The Individual Retirement Account, or IRA, is the backbone of most middle-class Americans’ retirement plans.
Creating the tax-deferred savings vehicle back in 1974 was one of the few unequivocally good decisions Congress has made over the past half century.
Don’t give Congress too much credit though.
An infinite number of monkeys slapping their hands on an infinite number of keyboards will eventually pound out the entire unabridged works of William Shakespeare if given enough time.
By shear random luck our fearless leaders are bound to do something right once in a long while.
But that’s not my point today. This is…
Properly using an IRA’s tax benefits can vastly accelerate your savings plans.
For many Americans, the tax benefits, compounded over a working lifetime, might make the difference between retiring in style or having to move in with your adult children in your golden years.
This isn’t academic for me.
I keep the vast majority of my liquid savings in assorted IRAs, Roth IRAs and similar vehicles.
I’ve done the math and I know that, based on my return and tax rate assumptions, the tax benefits increase my annual returns by 20% to 40%.
At any rate, let’s take a look at how Americans as a whole are using their IRAs.
You can use it as a measuring stick to see how you’re doing relative to your peers, and to see if you need to make any changes.
The Employee Benefit Research Institute (EBRI) published a report earlier this year that looked at account balances, withdrawals, contributions and asset allocations for American IRA investors over from 2010 to 2015.
Interestingly, 87.2% of IRA owners did not contribute a single new dime to their accounts over the six year window, whereas only 1.8% contributed every years.
But before we throw the proverbial low-saving American spendthrift under the bus, I should point out that a lot of these IRAs were probably owned by retirees or by workers who weren’t eligible to contribute because they were (hopefully) squirreling away fresh savings in their company 401(k) plans.
(I say “hopefully” because various studies have shown that only about half of all Americans contribute to a 401(k) plan…)
The more interesting number to me is that, among those who did contribute new funds to an IRA, roughly half maxed out their plans. Good for them!
Not surprisingly, account balances jumped over the 2010 to 2015 period, as the stock market shot higher.
The average balance of investors that owned IRAs for the entire period rose by 47.1%.to $146,513.
But here’s where it gets interesting.
Few investors earn the “average” return, and actual results are scattered all over the place.
The bottom 25% had cumulative returns of just 0.1%, essentially earning nothingover a period of time in which the market was on fire. Meanwhile, the top 25% saw their balances explode higher by 87.3%.
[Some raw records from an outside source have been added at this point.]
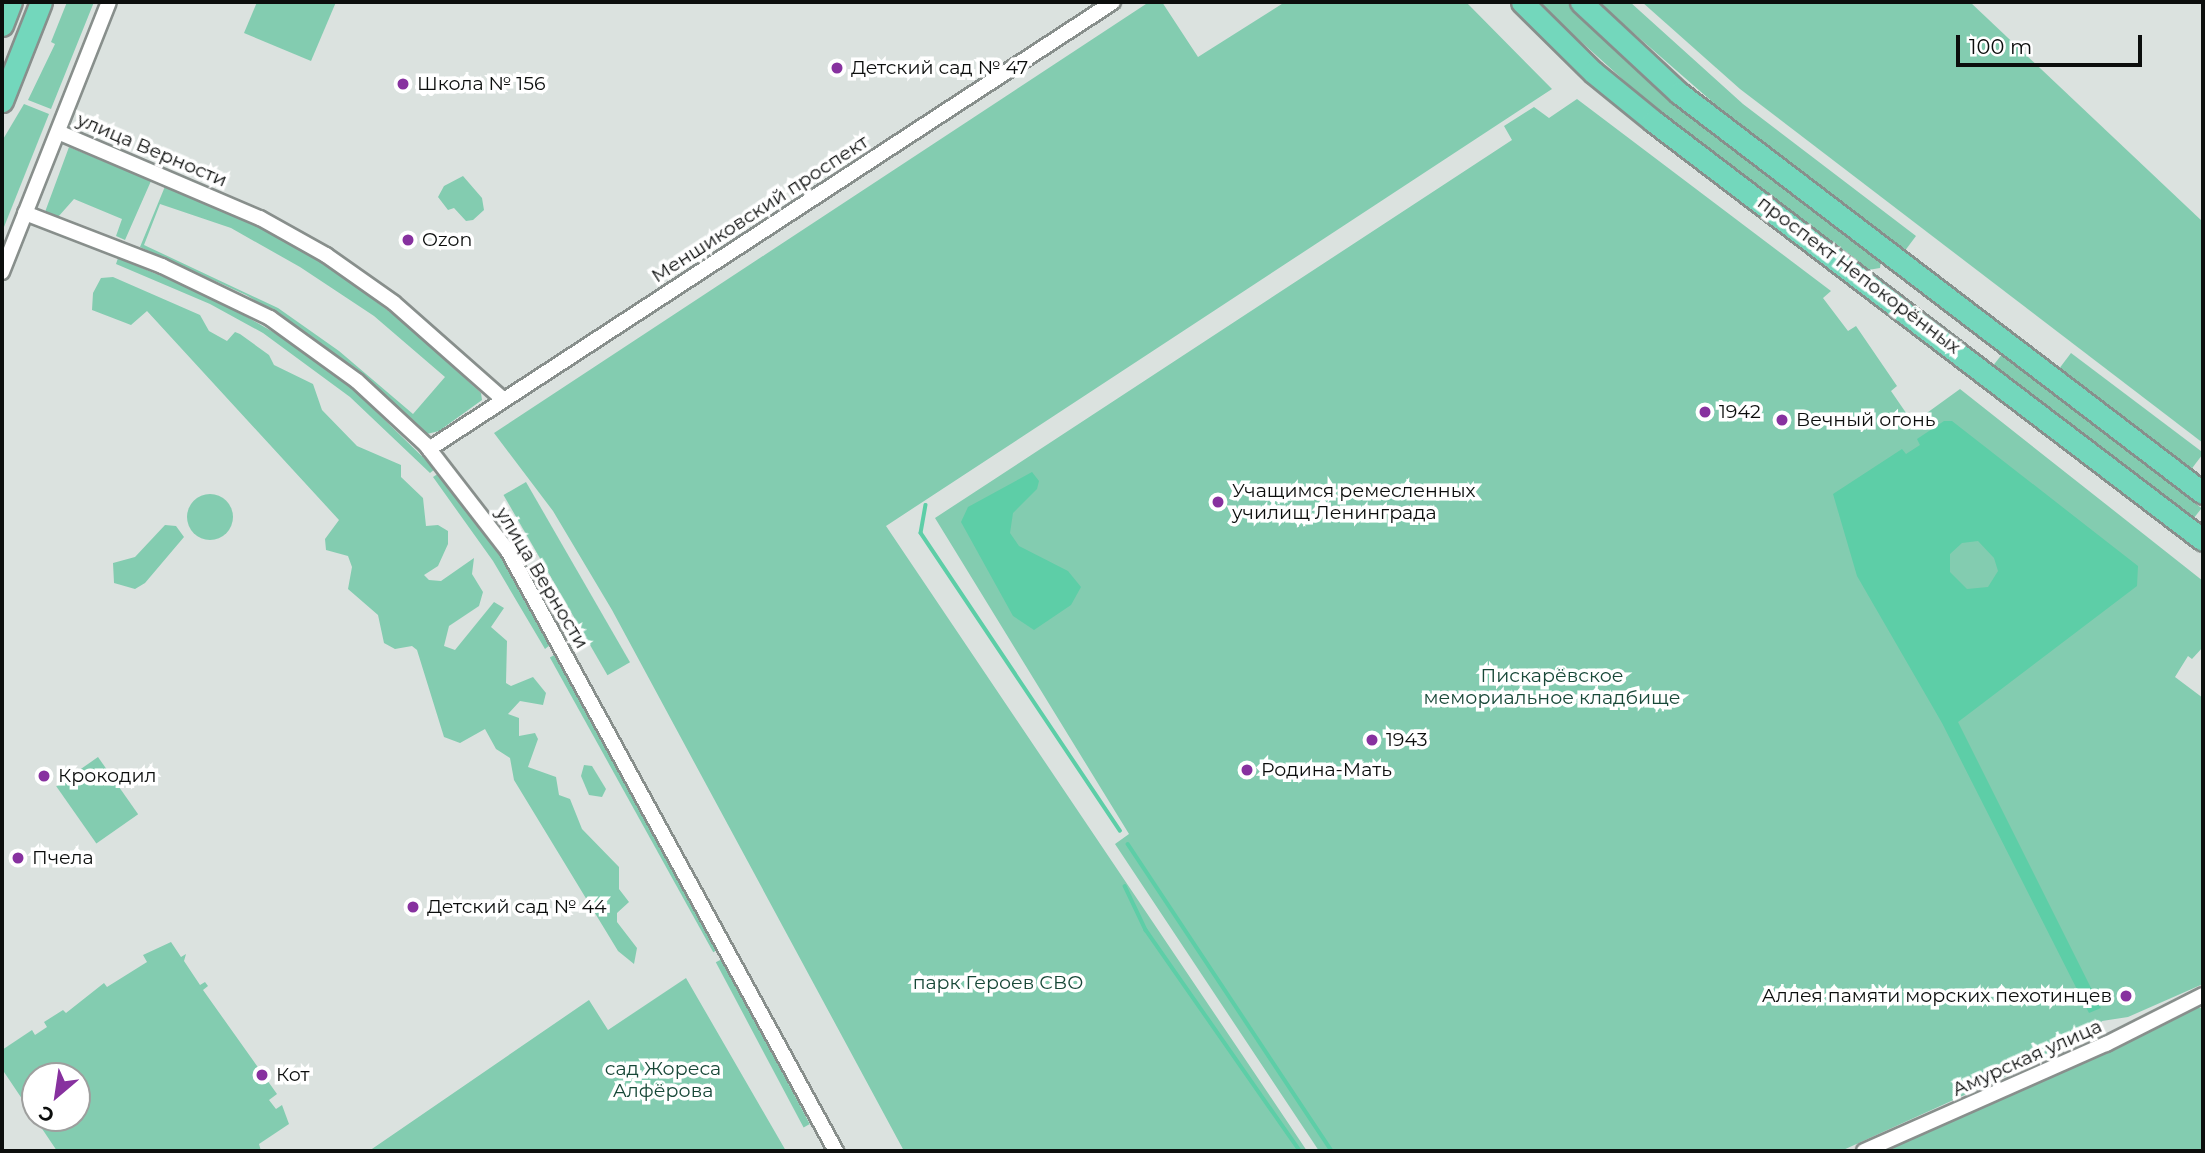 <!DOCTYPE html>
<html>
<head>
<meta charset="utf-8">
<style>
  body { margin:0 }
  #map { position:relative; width:2205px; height:1153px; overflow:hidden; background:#dbe2df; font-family:Montserrat,sans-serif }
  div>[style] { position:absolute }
  .green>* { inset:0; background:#83ccb0; transform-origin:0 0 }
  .round { border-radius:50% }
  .water>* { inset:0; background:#5dcea7 }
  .stream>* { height:3.5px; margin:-1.75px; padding:0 1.75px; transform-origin:1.75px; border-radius:1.75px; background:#5dcea7 }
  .roads { filter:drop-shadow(2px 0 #888f8c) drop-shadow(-2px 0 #888f8c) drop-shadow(0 2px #888f8c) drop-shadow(0 -2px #888f8c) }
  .minor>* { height:14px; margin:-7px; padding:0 7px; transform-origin:7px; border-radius:7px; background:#fff }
  .primary>* { height:21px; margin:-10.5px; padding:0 10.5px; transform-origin:10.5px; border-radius:10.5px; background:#73d7bc }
  .dots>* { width:19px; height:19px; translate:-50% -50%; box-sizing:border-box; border:4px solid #fff; border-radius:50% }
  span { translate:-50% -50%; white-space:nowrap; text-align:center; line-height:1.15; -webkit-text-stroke:7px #fff; paint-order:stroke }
  .poi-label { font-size:19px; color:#0c0e0d }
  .left { translate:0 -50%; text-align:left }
  .right { translate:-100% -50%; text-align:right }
  .street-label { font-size:19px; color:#0c0e0d }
  .park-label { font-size:19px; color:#184838 }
  .frame { position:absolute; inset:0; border:4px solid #0c0e0d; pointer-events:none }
  .north { position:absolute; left:21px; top:1062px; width:70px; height:70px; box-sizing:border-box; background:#fff; border:2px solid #9e9f9e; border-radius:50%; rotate:209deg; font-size:19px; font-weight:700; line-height:28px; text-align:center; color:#0c0e0d }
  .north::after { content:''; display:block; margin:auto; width:24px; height:32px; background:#87319f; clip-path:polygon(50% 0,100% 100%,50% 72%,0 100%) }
  .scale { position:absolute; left:1956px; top:35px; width:186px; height:32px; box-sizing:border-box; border:4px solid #0c0e0d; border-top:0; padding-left:9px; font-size:21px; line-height:24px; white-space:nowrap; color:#0c0e0d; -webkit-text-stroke:5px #fff; paint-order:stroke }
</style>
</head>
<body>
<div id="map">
  <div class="green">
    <div style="clip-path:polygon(67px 2px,94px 2px,51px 109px,28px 100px,55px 44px,51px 42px)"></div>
    <div style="clip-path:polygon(257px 2px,336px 2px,311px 61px,244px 33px)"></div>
    <div style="clip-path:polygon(1149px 2px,1162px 2px,1198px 57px,1285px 2px,1466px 2px,1552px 89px,886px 526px,1307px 1151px,904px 1151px,612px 610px,553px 511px,494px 433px)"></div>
    <div style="clip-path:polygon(1537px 2px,1568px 2px,1671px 99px,1881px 260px,1880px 268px,1868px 270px,1659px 112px)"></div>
    <div style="clip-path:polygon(1598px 2px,1630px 2px,1743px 104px,1916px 236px,1904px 252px,1732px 119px)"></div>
    <div style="clip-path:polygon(1642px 2px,1970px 2px,2203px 222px,2203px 443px,1740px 89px)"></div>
    <div style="clip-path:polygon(1577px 99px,1831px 291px,1823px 298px,1848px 331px,1856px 326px,1897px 386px,1891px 391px,1913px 423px,1960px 389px,2203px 581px,2203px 647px,2192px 659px,2188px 656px,2175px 677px,2203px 698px,2203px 984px,2128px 1017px,2102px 1021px,2090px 1038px,1841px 1151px,1319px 1151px,1115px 844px,1129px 834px,935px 518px,1512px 140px,1504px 126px,1534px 107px,1549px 118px)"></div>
    <div style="clip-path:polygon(24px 104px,49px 114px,2px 232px,2px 141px)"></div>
    <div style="clip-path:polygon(69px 147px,151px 181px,125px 240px,116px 236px,122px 219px,74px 199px,58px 217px,45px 212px)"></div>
    <div style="clip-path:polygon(463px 176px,482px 198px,484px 210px,473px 220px,466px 221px,454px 208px,448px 210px,438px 197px,444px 186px)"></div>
    <div style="clip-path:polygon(evenodd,166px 184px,258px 226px,334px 270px,407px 325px,481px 393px,482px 400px,439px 431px,427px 434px,348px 365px,287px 320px,246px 295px,140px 247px,166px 184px,160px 204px,231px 228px,300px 267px,374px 316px,445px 377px,413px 414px,339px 351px,278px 308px,144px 245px,160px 204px)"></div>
    <div style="clip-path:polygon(118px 258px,214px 298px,294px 344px,355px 391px,435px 469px,430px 473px,350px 397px,263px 333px,210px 304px,116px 264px)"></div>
    <div style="clip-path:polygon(113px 277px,200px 315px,209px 331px,227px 341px,235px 332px,240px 334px,269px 355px,274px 365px,313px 384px,322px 410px,357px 446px,401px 465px,401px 477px,423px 498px,426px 526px,438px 525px,448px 531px,448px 544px,438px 566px,424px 575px,429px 580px,441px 581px,474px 558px,472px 574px,483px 592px,479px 606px,449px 626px,444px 646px,455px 650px,494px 602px,504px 608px,491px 627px,507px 641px,506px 683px,511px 686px,533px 677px,546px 693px,543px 705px,520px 701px,508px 714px,519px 718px,519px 736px,535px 733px,538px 739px,528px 767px,556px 777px,559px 795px,570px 799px,582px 829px,619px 867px,619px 889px,629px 902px,617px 913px,617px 922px,637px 948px,634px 964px,618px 951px,514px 780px,510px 758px,496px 749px,485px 729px,460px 743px,444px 737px,417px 650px,412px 646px,395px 649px,384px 643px,378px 615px,348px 589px,352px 567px,348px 556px,326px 550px,325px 539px,339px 520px,147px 311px,131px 325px,92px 310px,93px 293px,101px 278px)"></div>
    <div style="left:2003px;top:353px;width:252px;height:16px;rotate:38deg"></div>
    <div style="left:2071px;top:353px;width:166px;height:21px;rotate:37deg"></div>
    <div style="clip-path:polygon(439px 473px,501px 556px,550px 645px,545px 649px,493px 561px,433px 477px)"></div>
    <div style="left:526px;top:482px;width:208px;height:26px;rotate:60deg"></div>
    <div class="round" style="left:187px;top:494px;width:46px;height:46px"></div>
    <div style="clip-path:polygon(165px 525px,176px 526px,184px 537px,145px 583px,135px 589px,114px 583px,113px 563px,135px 557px)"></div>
    <div style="left:556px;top:654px;width:337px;height:7px;rotate:61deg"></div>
    <div style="left:98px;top:757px;width:70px;height:51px;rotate:55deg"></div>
    <div style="clip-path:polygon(584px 765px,592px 766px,606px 789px,602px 797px,589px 795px,581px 776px)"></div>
    <div style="clip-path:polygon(evenodd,171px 942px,181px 957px,186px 954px,184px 961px,200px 985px,205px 982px,208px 986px,203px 990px,277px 1094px,269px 1100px,276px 1109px,282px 1105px,289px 1124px,259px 1144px,261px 1151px,57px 1151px,2px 1069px,2px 1050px,32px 1030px,35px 1035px,47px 1027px,44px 1022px,63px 1010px,66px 1013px,104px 983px,107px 987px,147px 962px,143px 955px,171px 942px,35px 1076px,77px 1076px,77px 1118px,35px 1118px,35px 1076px)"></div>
    <div style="left:722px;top:959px;width:187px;height:7px;rotate:62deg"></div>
    <div style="clip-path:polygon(686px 978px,786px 1151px,369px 1151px,589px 1000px,608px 1030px)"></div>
    <div style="clip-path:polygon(2190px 1004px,2203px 1009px,2203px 1151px,1878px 1151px)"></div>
  </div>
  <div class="water">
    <div style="clip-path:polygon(evenodd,1944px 421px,1952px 421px,2138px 566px,2137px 586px,1958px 722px,2101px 1008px,2089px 1013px,1942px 723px,1857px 576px,1833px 494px,1902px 449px,1906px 454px,1920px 445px,1917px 439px,1944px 421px,1978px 541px,1994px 558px,1998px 571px,1988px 587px,1967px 589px,1950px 572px,1950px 554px,1962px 543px,1978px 541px)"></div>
    <div style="clip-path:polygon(1032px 472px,1039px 481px,1037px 489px,1013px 513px,1010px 533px,1019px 546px,1068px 571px,1081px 587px,1071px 605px,1034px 630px,1013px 616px,961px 522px,968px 507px)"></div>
  </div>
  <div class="stream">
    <div style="left:926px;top:505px;width:28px;rotate:100deg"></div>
    <div style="left:921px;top:533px;width:358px;rotate:56.2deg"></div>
    <div style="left:1128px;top:844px;width:369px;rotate:56.4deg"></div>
    <div style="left:1125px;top:886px;width:49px;rotate:64.5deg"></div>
    <div style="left:1146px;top:930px;width:269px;rotate:55.1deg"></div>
  </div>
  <div class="roads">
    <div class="minor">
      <div style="left:58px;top:132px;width:220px;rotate:23.1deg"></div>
      <div style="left:260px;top:218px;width:76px;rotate:29.3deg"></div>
      <div style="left:326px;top:255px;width:83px;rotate:35.2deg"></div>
      <div style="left:394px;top:303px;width:145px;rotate:41.4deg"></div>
      <div style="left:25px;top:213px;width:147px;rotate:21.1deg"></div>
      <div style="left:162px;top:266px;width:120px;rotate:25.7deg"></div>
      <div style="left:270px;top:318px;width:107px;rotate:35.9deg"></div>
      <div style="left:357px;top:381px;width:94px;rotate:42.8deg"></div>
      <div style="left:426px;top:445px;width:134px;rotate:52.3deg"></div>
      <div style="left:508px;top:551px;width:684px;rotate:61.34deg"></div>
      <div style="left:2px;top:272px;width:290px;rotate:-68.4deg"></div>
      <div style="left:429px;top:449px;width:817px;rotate:-33.16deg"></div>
      <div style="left:1864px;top:1151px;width:265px;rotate:-23.9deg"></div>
      <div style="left:2106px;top:1044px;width:109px;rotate:-26.8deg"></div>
    </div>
    <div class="primary">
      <div style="left:1522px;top:2px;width:100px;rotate:44.6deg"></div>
      <div style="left:1593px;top:72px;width:77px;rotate:39.2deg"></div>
      <div style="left:1653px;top:121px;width:691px;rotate:37.3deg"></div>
      <div style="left:1581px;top:2px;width:134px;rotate:42.9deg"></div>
      <div style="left:1679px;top:93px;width:659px;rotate:37.36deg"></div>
      <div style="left:2px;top:25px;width:25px;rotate:-69deg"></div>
      <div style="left:2px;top:101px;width:106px;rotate:-68.5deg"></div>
    </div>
  </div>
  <div class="dots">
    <div style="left:837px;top:68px;background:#87319f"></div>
    <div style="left:403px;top:84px;background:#87319f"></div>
    <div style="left:408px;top:240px;background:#87319f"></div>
    <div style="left:1705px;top:412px;background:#87319f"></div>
    <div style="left:1782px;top:420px;background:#87319f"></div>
    <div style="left:1218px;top:502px;background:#87319f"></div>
    <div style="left:1372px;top:740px;background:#87319f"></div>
    <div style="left:1247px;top:770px;background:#87319f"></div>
    <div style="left:44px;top:776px;background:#87319f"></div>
    <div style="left:18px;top:858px;background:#87319f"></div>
    <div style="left:413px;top:907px;background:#87319f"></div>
    <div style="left:2126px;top:996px;background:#87319f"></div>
    <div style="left:262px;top:1075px;background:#87319f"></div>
  </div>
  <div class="poi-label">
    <span class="left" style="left:851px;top:68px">Детский сад № 47</span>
    <span class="left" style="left:417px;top:84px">Школа № 156</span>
    <span class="left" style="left:422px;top:240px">Ozon</span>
    <span class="left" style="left:1719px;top:412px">1942</span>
    <span class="left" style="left:1796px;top:420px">Вечный огонь</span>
    <span class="left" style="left:1232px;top:502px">Учащимся ремесленных<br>училищ Ленинграда</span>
    <span class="left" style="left:1386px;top:740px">1943</span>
    <span class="left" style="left:1261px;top:770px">Родина-Мать</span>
    <span class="left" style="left:58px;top:776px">Крокодил</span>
    <span class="left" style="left:32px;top:858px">Пчела</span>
    <span class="left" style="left:427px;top:907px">Детский сад № 44</span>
    <span class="right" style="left:2112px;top:996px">Аллея памяти морских пехотинцев</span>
    <span class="left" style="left:276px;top:1075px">Кот</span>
  </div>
  <div class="street-label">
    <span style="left:152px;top:150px;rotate:23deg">улица Верности</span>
    <span style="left:760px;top:209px;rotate:-33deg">Меншиковский проспект</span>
    <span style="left:1859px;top:275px;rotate:37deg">проспект Непокорённых</span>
    <span style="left:542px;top:578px;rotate:59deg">улица Верности</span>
    <span style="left:2027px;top:1058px;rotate:-24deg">Амурская улица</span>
  </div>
  <div class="park-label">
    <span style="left:1552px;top:687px">Пискарёвское<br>мемориальное кладбище</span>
    <span style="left:998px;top:983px">парк Героев СВО</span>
    <span style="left:663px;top:1080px">сад Жореса<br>Алфёрова</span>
  </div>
  <div class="frame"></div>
  <div class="north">С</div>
  <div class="scale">100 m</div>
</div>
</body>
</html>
This brings me to asset allocation.
If you didn’t make money between 2010 and 2015, it means you weren’t playing the game.
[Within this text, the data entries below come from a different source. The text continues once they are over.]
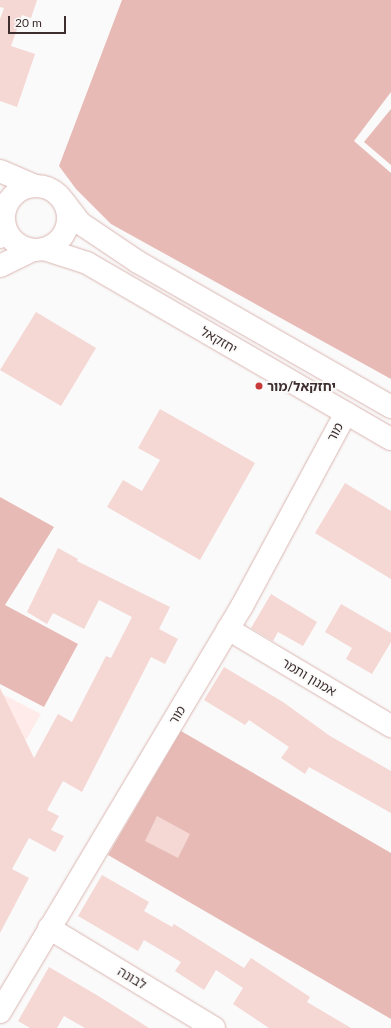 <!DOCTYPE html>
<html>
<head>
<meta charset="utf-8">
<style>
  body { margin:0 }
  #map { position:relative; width:391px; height:1028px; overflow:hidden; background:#fafafa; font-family:Lato,"Noto Sans Hebrew",sans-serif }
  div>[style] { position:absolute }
  .built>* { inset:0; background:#ffebe9 }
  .green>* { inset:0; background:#e7bab5 }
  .building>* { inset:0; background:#f5d7d4 }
  .roads { filter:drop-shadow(0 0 1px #dab5b1) drop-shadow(0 0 1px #dab5b1) }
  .street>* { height:22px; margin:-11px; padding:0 11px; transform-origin:11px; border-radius:11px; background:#fff }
  .secondary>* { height:22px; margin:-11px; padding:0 11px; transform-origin:11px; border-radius:11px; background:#fff }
  .secondary>.ring { margin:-11px; padding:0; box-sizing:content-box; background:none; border:22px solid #fff; border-radius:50% }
  .dots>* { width:11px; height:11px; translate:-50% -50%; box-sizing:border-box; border:2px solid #fafafa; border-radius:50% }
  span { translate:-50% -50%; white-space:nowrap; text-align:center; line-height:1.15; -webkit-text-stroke:3.5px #fafafa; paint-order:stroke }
  .street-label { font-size:13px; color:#3e2f2e }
  .poi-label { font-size:13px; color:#3e2f2e; font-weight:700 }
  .left { translate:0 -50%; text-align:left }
  .scale { position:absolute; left:8px; top:16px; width:58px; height:18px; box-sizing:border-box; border:2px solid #3e2f2e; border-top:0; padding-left:5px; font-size:12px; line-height:14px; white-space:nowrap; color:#3e2f2e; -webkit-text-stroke:3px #fafafa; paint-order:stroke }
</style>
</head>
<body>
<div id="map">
  <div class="built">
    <div style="clip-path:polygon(0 693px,41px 714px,0 785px)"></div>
  </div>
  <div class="green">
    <div style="clip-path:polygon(122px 0,391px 0,391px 92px,354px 141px,391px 173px,391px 379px,111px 224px,76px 189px,59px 166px)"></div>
    <div style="clip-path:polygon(391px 109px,391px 165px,364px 142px)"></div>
    <div style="clip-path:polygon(0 497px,54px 527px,5px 605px,78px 644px,44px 707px,0 684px)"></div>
    <div style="clip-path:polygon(181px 731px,391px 853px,391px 1019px,108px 855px)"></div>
  </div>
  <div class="building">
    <div style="clip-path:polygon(0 0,37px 0,31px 18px,22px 15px,11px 46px,35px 54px,17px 107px,0 101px,0 19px,4px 8px,0 7px)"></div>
    <div style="clip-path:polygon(36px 312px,96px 348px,61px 406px,0 370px)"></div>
    <div style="clip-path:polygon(160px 409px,255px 463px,200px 560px,107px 507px,123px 480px,142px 491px,160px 460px,138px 448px)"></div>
    <div style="clip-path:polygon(345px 483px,391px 511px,391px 579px,315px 533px)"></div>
    <div style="clip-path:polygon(58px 548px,78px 559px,77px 561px,170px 607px,159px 629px,178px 639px,165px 664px,151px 657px,82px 792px,63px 781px,47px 810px,59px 816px,51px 830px,64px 836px,55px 852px,29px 838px,12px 869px,29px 878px,0 933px,0 688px,34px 758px,58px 714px,72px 722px,106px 656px,111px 658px,132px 617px,99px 600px,84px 629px,53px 613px,47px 624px,27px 612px)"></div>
    <div style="clip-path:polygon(271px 594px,317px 622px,303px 646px,278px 632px,273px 641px,251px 628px)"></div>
    <div style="clip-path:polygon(341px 604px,391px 633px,391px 642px,372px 674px,346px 659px,352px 648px,325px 632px)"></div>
    <div style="clip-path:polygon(224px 667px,283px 702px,330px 736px,391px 771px,391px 813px,309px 767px,305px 774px,281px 758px,289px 747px,249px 720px,245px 725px,204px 700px)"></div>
    <div style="clip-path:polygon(157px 816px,190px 834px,178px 858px,145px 841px)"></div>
    <div style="clip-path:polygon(102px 875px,149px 902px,144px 911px,172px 927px,174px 924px,244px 968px,251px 958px,310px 997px,307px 1002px,351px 1028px,269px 1028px,233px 1004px,243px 988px,216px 970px,204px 990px,175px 971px,181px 962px,144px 940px,138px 951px,78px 916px)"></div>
    <div style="clip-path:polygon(49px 967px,100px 997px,149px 1028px,85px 1028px,64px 1016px,57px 1028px,30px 1028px,18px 1021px)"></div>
  </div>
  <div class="roads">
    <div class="street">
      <div style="left:0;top:237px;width:12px;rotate:-66deg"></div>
      <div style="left:0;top:266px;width:37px;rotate:-26deg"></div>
      <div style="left:228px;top:629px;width:190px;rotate:30.8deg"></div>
      <div style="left:49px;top:928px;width:193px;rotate:31.2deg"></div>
      <div style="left:0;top:1012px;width:473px;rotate:-59.2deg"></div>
      <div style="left:242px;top:606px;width:219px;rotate:-61.7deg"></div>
    </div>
    <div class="secondary">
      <div style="left:0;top:171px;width:38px;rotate:23deg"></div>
      <div class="ring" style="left:4px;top:186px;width:42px;height:42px"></div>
      <div style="left:65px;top:203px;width:25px;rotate:53deg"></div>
      <div style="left:80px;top:223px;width:70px;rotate:33.9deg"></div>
      <div style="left:138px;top:262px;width:292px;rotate:29.8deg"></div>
      <div style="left:44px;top:249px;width:45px;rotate:18deg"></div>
      <div style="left:87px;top:263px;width:351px;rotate:30.1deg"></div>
    </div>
  </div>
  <div class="dots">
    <div style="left:259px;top:386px;background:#c8393a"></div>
  </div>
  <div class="street-label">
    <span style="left:219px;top:340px;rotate:30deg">יחזקאל</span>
    <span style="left:335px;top:432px;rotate:-62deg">מור</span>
    <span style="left:309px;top:677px;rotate:31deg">אמנון ותמר</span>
    <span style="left:177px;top:715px;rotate:-59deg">מור</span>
    <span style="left:132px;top:978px;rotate:31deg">לבונה</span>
  </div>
  <div class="poi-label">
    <span class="left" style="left:267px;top:386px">יחזקאל/מור</span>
  </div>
  <div class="scale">20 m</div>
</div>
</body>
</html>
You were likely sitting in cash, having been shell-shocked by the 2008 meltdown.
And indeed, EBRI found that 27% of IRA owners had zero invested in stocks over the six years covered.
About 17% were fully invested in stocks over the period. The “average” account had roughly half its assets allocated to stocks, with the precise number bouncing around between the mid-40s and mid-50s.
Now, it’s easy to scoff at those who sat in cash over those six years, missing an epic run in the market.
But some of these investors were likely in or near retirement and didn’t want to risk a major drawdown.
And I’ve always said that the most important thing is to simply get the cash into the account to take advantage of the tax break. The allocation can follow later. I reiterate that point here.
But all the same, you shouldn’t be sitting in cash earning nothing. If you can’t accept the risk of a large allocation to stocks, you should at least have your cash in bonds, earning something.
Alternatively, you could consider using my Peak Income service, which is designed specifically to produce higher yields than what is generally available in the mainstream bond market while having a low correlation to the stock market.
The average yield on our current open recommendations is around 7%, which doesn’t include capital gains.
The larger takeaway isn’t that Americans are irresponsible spendthrifts who lack the discipline to save (though certainly there are millions of Americans that would fit that description).
It’s more an issue of Americans trying to be responsible but not quite getting the execution right.
The good news is that this is a much easier problem to fix. Once you’ve done the hard work of saving, allocating your funds well is the easy part.